In this context, digital activist archive initiatives (e.g., 858.ma 2018; labournet.tv 2011; Arkib Filem Rakyat 2023; B’Tselem 2012) not only make sense of the surplus of internet images but also act as a counter-practice that challenges the states’ official archiving practices and its claim of monopoly over history. Activist archiving practices wrest control away from established institutions, enabling the dissemination of alternative histories through images. As a result, these archives preserve the experiences of social groups ignored by official ideology and foster the proliferation of grassroots practices. Furthermore, the video activist archive emerges as an alternative platform that is generated collectively to reproduce knowledge and sociopolitical relations based on solidarity.
This essay will center on a study of bak.ma - the digital media archive of social movements created following the Gezi Park protests (Istanbul, 2013).

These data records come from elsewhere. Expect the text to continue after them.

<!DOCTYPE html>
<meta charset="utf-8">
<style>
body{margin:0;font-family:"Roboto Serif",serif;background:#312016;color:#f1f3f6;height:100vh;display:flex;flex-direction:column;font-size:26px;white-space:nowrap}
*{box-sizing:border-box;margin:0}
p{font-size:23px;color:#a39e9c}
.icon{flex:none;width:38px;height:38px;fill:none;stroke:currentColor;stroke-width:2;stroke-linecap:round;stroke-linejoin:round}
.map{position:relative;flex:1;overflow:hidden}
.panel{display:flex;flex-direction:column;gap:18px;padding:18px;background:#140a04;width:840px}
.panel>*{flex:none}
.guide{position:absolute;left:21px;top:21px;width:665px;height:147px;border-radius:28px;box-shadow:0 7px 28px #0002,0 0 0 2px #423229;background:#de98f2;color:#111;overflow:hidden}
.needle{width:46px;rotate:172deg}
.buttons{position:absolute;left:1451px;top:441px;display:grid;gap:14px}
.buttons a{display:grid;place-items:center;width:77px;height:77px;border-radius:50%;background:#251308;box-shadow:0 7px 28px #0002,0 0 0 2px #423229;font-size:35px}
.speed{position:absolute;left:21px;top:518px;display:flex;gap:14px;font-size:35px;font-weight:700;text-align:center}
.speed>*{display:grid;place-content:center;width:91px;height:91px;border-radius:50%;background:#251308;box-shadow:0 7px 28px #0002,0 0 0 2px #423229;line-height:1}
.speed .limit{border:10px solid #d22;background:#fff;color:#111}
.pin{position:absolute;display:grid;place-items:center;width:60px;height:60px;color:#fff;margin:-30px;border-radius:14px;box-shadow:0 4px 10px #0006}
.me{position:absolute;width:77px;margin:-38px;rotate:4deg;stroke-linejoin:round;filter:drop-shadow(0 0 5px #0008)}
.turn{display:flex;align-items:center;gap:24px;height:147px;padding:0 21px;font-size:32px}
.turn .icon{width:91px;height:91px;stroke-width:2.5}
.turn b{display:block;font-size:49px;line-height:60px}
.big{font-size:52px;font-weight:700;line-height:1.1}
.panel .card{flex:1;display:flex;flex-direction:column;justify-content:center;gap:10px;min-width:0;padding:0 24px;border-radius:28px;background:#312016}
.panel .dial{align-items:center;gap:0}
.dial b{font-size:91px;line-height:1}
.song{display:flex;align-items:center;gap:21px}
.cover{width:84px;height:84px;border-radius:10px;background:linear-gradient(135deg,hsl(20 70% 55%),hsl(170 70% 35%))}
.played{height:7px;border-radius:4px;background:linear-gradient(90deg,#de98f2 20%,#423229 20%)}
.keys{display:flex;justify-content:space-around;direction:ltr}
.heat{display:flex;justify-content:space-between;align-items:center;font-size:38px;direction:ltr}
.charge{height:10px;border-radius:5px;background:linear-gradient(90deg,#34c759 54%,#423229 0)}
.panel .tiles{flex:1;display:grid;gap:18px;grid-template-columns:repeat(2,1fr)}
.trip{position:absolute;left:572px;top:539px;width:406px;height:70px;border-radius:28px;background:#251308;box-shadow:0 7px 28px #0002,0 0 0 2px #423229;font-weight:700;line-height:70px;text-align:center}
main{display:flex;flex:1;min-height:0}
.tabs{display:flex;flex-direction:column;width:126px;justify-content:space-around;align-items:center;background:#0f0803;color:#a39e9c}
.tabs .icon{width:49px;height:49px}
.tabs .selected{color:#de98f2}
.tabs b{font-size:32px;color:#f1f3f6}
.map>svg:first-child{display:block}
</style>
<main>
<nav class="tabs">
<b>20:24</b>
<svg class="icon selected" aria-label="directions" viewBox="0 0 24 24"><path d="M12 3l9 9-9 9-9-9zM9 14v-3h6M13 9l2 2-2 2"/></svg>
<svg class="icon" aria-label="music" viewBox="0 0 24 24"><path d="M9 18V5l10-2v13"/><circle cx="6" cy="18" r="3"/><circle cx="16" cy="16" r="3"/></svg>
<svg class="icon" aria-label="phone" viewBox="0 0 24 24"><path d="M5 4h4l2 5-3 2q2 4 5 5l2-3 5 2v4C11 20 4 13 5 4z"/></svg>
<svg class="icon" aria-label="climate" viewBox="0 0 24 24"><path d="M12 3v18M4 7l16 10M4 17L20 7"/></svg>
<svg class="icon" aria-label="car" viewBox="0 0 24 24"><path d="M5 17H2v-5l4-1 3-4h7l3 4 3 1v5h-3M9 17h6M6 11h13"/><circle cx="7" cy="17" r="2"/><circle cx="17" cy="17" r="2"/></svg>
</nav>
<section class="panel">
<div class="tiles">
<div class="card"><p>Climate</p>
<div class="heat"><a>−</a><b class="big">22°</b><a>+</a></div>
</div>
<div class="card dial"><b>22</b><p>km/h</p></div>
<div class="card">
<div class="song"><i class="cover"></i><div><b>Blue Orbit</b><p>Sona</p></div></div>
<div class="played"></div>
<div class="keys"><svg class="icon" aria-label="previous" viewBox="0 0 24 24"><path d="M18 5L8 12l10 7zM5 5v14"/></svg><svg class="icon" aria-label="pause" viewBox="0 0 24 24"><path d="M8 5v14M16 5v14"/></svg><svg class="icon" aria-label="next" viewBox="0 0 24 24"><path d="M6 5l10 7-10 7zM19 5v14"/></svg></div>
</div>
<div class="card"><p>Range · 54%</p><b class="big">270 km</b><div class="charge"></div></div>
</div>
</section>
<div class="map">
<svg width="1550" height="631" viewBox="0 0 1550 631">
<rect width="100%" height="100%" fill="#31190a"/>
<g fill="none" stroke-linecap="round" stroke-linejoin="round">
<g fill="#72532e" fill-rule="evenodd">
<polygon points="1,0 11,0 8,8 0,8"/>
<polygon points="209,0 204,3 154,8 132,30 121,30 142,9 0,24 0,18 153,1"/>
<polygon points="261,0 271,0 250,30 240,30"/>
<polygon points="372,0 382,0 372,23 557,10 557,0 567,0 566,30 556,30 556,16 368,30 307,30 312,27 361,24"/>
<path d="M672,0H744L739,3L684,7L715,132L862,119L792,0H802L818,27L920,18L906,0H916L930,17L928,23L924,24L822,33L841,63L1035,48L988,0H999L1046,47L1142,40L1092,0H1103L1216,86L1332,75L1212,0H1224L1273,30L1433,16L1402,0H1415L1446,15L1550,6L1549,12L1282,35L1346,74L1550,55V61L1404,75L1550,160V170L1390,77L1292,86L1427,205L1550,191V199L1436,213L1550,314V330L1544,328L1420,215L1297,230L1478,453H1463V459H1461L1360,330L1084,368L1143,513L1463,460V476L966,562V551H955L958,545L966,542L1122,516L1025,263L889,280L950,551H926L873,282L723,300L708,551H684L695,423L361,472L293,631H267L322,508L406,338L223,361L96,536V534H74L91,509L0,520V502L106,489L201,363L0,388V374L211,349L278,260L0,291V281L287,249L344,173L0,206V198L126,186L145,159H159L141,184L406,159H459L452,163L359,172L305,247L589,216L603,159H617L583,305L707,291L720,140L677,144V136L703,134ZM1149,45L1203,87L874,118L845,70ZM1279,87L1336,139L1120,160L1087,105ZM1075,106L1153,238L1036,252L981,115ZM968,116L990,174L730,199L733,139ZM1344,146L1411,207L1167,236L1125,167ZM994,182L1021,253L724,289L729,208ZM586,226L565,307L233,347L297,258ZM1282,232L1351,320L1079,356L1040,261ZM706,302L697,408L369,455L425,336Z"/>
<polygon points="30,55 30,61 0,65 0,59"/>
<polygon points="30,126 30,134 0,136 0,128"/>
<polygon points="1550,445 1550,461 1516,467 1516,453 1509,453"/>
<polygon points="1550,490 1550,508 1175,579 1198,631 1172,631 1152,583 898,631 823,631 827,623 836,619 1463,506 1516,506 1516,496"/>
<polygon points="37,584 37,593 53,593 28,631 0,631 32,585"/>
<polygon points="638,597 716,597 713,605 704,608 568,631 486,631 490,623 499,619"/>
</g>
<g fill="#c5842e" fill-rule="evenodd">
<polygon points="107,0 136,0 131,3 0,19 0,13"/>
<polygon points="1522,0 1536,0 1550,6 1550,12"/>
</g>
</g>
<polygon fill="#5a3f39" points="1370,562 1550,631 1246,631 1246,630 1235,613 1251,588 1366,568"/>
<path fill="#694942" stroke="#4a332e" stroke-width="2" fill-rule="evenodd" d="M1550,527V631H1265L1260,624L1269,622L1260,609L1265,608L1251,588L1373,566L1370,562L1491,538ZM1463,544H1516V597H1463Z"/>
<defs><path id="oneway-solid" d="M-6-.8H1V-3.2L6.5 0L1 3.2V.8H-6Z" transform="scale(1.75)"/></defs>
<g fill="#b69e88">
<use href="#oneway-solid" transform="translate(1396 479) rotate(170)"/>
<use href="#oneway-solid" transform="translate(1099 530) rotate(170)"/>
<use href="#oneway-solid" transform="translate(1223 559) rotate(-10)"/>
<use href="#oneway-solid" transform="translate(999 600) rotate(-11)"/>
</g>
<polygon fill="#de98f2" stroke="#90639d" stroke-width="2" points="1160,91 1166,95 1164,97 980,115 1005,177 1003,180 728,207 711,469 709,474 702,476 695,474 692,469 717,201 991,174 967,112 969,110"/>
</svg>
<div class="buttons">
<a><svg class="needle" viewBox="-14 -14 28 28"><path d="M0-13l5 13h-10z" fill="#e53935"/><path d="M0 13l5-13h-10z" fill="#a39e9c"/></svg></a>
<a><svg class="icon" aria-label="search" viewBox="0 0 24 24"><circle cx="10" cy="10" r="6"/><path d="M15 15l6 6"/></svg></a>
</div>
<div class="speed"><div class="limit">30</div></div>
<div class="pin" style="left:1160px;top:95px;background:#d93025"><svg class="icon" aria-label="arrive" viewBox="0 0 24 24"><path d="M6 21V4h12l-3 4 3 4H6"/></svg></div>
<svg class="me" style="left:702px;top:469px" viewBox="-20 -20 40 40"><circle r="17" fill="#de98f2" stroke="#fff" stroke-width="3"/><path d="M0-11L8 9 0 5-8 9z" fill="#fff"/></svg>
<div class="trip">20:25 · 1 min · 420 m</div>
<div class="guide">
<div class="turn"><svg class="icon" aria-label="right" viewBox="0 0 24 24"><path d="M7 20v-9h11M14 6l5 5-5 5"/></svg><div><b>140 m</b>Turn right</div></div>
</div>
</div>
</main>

It seeks to examine how this archive constructs a social memory beyond state-approved knowledge and practices, achieved through decentralized and collective data collection that restores control of protest movements to the people. Additionally, this essay will also shed light on the challenges inherent in activist initiatives, encompassing issues like censorship, accessibility, the reproduction of knowledge, activist labor and sustainability.